§ **Collected data**
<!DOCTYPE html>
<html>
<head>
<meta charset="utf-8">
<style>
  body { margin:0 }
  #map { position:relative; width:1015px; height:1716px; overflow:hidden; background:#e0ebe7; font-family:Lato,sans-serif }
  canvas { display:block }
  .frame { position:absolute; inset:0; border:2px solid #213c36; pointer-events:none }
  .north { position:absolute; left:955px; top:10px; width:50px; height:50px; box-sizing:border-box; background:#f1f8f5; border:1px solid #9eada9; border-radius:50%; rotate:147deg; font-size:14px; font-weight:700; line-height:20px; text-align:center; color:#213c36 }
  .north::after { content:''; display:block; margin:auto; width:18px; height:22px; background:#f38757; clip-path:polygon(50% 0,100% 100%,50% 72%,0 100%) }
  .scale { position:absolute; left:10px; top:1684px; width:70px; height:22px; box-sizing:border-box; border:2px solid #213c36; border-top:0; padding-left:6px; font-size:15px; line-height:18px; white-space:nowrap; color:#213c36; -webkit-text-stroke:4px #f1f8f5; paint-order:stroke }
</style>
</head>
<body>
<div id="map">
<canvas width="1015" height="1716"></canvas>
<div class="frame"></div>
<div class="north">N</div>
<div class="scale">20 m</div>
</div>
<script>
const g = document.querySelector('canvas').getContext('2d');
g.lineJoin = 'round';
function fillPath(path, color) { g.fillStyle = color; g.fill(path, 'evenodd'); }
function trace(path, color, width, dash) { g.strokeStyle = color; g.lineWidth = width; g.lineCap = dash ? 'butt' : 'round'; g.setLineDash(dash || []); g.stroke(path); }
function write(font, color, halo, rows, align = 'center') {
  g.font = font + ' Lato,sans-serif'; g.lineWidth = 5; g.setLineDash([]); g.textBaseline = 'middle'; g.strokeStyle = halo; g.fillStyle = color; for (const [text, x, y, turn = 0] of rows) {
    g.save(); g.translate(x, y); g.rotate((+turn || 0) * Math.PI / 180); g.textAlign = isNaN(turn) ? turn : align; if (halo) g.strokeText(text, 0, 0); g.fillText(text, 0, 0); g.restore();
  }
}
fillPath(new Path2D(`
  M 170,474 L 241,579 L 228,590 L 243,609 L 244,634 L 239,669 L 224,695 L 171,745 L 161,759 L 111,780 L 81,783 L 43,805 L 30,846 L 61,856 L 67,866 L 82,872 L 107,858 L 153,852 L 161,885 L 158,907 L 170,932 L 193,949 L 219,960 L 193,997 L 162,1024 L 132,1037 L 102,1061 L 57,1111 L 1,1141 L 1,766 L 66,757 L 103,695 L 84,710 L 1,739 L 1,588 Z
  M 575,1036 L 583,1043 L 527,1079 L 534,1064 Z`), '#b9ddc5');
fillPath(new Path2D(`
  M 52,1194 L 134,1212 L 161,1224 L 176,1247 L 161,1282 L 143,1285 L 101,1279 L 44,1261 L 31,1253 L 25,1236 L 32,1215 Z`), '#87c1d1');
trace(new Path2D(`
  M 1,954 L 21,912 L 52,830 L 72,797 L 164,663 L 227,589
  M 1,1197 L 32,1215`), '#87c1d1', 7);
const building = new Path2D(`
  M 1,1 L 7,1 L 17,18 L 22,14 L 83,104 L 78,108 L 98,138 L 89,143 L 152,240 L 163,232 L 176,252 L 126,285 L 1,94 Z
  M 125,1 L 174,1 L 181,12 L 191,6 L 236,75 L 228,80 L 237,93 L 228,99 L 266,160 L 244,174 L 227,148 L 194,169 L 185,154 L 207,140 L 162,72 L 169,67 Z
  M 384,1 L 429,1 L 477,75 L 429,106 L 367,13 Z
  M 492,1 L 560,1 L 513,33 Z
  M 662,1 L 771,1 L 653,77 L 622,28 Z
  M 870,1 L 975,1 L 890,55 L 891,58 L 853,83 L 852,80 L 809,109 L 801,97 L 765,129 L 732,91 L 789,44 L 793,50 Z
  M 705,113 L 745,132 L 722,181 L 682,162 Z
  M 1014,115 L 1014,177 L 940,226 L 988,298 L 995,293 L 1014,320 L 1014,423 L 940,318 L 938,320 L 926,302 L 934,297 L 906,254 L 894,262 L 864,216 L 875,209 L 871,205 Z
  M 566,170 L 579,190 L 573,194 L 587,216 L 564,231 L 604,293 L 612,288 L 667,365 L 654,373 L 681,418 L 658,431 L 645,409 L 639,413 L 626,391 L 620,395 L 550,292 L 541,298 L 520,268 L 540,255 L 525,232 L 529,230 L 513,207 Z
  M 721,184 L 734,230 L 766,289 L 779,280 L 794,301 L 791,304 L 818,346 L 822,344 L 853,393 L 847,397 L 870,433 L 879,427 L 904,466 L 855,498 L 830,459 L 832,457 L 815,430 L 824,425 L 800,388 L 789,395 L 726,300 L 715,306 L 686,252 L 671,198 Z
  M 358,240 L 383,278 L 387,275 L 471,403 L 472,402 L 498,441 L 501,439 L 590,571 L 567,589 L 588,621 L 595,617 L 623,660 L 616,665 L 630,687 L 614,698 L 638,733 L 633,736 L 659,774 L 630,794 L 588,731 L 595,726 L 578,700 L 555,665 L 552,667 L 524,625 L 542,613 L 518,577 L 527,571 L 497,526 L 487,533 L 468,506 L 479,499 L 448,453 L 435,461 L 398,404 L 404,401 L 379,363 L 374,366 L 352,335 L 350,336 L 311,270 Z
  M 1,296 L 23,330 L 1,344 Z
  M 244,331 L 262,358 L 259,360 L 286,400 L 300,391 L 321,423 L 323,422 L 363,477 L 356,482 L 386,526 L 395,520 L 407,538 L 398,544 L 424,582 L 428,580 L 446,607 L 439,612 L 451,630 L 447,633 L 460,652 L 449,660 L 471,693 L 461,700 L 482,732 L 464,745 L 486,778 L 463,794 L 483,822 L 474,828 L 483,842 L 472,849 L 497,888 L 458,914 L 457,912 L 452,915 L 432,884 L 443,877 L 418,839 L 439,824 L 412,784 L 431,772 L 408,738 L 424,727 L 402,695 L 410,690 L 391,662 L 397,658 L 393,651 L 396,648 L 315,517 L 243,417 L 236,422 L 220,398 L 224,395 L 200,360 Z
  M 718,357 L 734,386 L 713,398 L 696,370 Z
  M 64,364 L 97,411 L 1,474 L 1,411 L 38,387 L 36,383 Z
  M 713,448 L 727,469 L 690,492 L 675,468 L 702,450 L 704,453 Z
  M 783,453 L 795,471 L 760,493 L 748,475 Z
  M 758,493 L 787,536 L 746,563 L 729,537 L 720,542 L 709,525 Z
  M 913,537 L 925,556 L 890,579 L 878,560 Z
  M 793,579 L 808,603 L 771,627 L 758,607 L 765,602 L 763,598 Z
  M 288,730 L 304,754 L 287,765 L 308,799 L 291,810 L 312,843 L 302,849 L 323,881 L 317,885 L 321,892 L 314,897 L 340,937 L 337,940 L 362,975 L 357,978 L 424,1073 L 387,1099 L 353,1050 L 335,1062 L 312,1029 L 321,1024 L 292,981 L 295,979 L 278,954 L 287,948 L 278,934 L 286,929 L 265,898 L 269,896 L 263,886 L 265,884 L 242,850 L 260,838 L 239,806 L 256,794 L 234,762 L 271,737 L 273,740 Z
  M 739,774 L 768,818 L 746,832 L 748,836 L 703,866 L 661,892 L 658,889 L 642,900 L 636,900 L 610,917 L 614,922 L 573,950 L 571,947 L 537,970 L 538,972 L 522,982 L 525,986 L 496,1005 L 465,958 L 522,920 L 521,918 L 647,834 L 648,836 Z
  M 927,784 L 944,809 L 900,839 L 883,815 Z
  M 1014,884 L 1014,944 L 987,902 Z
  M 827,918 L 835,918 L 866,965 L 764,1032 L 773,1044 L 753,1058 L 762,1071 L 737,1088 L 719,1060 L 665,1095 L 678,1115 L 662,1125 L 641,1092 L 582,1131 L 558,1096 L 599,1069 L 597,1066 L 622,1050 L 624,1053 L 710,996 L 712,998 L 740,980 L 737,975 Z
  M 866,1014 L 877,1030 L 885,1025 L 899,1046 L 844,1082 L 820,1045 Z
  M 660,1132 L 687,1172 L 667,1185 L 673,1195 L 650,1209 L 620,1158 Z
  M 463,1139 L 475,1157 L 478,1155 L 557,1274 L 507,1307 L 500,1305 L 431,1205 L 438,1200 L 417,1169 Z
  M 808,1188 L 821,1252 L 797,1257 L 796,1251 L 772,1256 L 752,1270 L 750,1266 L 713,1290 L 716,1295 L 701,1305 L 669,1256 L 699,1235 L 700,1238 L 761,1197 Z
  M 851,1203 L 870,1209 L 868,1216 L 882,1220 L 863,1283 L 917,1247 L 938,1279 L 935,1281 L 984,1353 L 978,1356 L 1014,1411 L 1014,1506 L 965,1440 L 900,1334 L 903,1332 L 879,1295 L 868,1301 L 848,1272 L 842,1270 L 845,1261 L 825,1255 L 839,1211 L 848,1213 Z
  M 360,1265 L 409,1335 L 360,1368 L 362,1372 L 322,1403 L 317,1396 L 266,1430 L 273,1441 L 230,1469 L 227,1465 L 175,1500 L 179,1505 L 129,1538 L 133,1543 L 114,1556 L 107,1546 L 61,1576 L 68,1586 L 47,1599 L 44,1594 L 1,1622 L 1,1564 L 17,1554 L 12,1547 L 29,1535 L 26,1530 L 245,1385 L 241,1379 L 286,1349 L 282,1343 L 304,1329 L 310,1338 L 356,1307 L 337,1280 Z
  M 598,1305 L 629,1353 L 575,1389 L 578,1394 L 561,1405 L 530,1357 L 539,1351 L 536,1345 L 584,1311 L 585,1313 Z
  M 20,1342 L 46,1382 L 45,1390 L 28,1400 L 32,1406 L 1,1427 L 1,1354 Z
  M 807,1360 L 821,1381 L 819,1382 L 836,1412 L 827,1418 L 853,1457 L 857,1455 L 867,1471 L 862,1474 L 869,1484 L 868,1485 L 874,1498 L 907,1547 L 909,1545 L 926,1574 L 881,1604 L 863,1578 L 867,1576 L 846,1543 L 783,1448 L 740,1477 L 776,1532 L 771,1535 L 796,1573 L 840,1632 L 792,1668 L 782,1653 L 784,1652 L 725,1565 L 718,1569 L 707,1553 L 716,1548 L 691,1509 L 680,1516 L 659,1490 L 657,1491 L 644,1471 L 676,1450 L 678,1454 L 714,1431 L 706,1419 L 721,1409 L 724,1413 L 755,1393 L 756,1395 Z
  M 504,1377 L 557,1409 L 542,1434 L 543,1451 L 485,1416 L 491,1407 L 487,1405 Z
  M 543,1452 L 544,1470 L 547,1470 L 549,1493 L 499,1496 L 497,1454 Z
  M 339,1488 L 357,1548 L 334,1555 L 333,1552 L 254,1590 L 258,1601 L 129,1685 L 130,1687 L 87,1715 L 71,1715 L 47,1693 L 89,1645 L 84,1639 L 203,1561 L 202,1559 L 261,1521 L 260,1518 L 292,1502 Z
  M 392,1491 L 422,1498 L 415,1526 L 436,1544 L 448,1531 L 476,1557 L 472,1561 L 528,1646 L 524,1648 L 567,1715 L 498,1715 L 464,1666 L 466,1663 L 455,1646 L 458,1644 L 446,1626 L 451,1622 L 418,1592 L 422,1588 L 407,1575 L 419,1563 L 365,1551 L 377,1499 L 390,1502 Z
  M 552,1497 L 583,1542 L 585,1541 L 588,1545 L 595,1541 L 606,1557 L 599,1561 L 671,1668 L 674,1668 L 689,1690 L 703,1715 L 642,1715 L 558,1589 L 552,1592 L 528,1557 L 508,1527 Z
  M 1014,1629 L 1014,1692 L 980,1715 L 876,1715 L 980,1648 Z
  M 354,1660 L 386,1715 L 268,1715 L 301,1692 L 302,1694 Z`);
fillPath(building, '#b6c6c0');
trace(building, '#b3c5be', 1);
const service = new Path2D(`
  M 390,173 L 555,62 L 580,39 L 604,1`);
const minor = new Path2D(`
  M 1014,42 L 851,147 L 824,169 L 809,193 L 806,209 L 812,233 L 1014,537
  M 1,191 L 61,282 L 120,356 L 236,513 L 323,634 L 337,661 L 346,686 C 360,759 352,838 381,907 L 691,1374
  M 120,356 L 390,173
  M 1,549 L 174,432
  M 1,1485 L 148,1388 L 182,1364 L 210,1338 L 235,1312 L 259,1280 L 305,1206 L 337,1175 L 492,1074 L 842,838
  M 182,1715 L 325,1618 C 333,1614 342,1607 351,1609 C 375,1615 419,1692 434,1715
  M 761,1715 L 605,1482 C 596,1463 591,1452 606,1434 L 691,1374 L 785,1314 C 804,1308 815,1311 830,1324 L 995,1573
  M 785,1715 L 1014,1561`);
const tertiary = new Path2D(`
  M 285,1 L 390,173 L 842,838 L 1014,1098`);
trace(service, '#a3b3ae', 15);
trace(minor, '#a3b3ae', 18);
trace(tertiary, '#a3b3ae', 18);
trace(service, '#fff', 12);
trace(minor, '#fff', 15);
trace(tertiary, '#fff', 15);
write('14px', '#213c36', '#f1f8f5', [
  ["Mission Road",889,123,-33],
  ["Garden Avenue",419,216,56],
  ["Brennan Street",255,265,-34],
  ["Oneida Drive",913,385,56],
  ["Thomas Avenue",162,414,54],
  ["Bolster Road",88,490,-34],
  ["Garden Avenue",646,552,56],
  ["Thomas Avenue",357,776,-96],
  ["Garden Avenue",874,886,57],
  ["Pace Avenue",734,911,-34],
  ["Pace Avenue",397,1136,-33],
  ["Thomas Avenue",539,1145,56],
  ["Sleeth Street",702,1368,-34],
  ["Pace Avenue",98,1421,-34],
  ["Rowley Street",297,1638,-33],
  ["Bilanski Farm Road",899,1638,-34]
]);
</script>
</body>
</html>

§ **PROBLEM REQUIREMENTS**
Find the word "function" in the data and copy out each line where it turns up.

§ **COMPLETED EXERCISE**
function fillPath(path, color) { g.fillStyle = color; g.fill(path, 'evenodd'); }
function trace(path, color, width, dash) { g.strokeStyle = color; g.lineWidth = width; g.lineCap = dash ? 'butt' : 'round'; g.setLineDash(dash || []); g.stroke(path); }
function write(font, color, halo, rows, align = 'center') {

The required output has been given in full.